Please say how many lines of the entries below contain the word "weight", and leave out everything else.

Stored data START

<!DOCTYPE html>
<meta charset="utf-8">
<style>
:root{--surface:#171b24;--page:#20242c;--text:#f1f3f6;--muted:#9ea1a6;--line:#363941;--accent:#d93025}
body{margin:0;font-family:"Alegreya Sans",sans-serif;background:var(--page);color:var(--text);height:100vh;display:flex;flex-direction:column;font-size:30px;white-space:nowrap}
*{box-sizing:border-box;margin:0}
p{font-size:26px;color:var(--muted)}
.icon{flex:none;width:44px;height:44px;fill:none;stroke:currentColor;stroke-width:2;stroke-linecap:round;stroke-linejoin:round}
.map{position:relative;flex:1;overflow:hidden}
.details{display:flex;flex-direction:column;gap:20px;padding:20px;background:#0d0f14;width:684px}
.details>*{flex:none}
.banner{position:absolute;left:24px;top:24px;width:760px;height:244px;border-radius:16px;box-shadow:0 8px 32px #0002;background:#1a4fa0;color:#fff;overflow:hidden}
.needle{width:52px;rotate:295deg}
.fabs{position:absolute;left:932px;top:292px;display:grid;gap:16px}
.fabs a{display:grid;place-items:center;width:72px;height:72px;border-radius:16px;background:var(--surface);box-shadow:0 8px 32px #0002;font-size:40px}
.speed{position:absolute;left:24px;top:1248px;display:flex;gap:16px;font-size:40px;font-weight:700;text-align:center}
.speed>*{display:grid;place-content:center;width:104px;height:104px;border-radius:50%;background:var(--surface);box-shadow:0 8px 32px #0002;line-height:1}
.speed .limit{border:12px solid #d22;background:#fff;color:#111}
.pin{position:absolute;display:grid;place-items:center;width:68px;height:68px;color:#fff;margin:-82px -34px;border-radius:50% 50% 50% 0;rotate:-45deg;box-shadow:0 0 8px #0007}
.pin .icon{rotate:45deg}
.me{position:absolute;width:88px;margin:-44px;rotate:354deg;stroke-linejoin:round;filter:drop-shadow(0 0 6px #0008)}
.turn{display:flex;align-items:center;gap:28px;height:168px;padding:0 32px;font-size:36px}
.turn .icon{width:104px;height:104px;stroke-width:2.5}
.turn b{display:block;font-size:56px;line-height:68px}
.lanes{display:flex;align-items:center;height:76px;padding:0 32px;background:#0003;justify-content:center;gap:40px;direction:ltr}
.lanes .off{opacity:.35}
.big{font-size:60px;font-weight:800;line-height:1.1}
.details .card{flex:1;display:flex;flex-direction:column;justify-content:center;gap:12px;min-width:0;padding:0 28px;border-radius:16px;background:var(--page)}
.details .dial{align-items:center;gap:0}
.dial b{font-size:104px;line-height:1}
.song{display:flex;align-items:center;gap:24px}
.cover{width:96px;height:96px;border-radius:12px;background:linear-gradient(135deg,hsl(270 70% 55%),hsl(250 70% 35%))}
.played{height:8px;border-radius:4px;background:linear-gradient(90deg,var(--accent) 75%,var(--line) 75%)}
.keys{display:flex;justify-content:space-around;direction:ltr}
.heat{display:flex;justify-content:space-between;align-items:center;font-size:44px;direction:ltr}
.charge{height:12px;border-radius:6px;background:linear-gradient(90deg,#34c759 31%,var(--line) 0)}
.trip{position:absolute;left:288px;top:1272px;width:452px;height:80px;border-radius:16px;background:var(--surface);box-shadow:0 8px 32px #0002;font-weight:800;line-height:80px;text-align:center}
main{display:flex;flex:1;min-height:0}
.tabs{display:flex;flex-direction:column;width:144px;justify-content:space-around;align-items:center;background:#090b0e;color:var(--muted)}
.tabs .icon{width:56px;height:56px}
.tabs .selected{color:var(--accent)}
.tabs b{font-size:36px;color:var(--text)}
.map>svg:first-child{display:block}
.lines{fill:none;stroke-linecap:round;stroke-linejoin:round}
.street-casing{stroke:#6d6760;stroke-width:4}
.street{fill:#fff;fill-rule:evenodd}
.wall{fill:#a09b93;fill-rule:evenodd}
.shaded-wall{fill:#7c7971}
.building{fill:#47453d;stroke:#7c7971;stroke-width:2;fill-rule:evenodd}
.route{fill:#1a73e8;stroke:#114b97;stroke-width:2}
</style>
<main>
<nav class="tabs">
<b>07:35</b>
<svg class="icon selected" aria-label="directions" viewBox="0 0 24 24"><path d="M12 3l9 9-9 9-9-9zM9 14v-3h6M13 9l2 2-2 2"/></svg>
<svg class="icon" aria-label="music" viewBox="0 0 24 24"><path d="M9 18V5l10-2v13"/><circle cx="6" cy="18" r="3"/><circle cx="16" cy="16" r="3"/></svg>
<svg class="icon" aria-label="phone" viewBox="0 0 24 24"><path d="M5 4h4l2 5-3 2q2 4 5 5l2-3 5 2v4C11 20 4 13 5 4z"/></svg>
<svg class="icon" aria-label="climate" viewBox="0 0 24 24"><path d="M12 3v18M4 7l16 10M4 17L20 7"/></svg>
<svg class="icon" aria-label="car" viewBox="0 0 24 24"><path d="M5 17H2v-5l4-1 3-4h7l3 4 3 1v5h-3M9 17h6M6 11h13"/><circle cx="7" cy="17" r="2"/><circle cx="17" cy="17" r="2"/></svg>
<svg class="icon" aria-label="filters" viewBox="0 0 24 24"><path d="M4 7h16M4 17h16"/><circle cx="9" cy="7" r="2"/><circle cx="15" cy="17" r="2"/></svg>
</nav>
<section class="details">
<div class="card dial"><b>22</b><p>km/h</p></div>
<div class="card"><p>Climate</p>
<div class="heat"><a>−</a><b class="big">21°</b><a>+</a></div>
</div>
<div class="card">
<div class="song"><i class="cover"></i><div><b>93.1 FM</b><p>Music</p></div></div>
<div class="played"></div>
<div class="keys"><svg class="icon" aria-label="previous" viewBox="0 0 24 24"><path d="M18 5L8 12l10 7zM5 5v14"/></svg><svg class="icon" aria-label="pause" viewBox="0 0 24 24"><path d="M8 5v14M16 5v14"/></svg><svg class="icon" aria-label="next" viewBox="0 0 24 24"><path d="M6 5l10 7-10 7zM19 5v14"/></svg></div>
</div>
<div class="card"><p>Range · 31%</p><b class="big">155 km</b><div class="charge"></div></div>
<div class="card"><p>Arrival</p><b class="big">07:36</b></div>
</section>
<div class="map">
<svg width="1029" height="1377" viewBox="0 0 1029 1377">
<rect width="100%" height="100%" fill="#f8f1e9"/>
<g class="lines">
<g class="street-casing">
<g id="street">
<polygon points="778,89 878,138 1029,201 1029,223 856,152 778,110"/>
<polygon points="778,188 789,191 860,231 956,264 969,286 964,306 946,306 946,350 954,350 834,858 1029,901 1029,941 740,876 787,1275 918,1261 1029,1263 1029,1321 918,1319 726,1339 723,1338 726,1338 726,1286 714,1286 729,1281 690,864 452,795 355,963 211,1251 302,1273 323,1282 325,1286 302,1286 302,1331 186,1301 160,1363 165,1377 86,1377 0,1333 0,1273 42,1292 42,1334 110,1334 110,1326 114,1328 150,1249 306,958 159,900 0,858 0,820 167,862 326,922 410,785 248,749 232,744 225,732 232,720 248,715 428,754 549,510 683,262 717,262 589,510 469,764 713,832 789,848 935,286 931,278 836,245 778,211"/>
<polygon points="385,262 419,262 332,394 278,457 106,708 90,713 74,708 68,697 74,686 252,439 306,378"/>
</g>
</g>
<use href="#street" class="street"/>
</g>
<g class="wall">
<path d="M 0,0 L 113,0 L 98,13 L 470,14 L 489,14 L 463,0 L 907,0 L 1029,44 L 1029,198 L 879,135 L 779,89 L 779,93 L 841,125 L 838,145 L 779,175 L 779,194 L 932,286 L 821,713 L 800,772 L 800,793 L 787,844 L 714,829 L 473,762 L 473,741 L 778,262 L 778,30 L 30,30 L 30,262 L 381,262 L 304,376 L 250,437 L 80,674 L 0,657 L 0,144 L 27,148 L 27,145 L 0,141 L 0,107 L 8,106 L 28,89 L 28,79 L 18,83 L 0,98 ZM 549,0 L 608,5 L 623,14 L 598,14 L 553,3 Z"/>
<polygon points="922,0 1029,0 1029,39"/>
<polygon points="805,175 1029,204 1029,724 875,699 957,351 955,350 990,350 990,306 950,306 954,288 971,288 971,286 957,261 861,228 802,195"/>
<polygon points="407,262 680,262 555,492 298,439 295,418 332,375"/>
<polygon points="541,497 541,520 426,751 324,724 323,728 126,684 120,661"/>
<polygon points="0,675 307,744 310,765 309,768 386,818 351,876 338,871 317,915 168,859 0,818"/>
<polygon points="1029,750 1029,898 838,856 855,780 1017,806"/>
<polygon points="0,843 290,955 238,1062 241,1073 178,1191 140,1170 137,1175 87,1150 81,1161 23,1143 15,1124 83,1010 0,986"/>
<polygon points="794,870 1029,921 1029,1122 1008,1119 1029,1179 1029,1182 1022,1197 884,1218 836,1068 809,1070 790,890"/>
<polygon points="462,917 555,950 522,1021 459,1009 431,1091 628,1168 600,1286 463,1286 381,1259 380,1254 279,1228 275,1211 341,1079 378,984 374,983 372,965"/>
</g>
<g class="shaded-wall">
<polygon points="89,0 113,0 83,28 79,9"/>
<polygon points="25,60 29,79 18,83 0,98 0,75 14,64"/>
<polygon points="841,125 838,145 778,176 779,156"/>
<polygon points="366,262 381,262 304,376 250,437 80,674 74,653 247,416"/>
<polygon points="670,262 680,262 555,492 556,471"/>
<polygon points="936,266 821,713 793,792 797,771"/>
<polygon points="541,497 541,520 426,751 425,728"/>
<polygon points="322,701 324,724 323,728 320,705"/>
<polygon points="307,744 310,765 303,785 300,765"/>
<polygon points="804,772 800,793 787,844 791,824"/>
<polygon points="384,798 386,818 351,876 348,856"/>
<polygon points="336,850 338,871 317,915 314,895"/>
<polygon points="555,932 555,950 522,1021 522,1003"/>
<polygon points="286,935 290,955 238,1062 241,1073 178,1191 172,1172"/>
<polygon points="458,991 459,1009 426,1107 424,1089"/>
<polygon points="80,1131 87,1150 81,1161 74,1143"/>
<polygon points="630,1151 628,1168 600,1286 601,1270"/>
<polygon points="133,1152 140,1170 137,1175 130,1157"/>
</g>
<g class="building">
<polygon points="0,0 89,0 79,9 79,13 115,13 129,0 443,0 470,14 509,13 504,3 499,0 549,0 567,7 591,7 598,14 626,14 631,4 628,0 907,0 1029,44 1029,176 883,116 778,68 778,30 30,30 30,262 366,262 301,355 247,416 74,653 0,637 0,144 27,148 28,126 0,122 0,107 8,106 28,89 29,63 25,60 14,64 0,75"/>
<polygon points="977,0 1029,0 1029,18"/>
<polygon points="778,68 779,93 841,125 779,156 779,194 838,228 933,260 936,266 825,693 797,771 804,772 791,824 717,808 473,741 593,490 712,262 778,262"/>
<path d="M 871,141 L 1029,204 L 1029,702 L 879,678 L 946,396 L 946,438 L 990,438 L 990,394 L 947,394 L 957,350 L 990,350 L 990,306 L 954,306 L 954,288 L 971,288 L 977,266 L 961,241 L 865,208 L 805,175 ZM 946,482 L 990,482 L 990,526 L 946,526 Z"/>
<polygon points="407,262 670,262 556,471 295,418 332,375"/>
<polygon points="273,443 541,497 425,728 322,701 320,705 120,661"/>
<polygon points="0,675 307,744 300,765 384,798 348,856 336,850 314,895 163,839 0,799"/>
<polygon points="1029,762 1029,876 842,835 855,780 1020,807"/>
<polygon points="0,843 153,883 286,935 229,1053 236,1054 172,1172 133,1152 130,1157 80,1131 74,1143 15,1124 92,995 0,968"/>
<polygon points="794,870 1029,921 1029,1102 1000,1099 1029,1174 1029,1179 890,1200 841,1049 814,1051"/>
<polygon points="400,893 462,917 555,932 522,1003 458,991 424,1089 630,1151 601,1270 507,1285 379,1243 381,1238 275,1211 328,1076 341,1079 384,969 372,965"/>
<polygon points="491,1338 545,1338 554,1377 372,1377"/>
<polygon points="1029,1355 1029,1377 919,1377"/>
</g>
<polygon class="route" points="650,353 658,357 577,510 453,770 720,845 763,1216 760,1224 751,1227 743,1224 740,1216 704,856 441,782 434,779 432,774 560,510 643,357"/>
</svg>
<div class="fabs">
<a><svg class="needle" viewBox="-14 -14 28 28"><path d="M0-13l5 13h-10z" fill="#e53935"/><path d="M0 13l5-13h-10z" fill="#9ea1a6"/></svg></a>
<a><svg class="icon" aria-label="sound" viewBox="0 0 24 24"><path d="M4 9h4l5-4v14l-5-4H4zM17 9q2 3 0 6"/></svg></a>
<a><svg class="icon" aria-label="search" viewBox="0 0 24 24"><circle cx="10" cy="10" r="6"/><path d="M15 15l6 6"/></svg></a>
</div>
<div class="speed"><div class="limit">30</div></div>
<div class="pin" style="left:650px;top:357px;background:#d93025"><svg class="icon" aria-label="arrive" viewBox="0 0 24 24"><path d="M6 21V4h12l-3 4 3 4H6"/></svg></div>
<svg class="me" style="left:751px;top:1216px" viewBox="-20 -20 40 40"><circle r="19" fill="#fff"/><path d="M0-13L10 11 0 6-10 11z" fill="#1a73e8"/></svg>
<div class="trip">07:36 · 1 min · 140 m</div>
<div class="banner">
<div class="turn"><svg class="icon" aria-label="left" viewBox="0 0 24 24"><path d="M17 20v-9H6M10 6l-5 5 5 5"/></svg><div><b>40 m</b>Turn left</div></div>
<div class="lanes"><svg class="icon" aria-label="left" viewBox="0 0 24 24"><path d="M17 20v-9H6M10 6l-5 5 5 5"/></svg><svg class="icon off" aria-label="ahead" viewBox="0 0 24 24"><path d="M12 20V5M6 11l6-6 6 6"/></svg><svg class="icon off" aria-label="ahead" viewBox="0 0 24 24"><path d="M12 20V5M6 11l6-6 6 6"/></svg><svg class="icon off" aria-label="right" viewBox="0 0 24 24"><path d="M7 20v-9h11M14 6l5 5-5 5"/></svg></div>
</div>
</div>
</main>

Stored data END

Written solution >>
3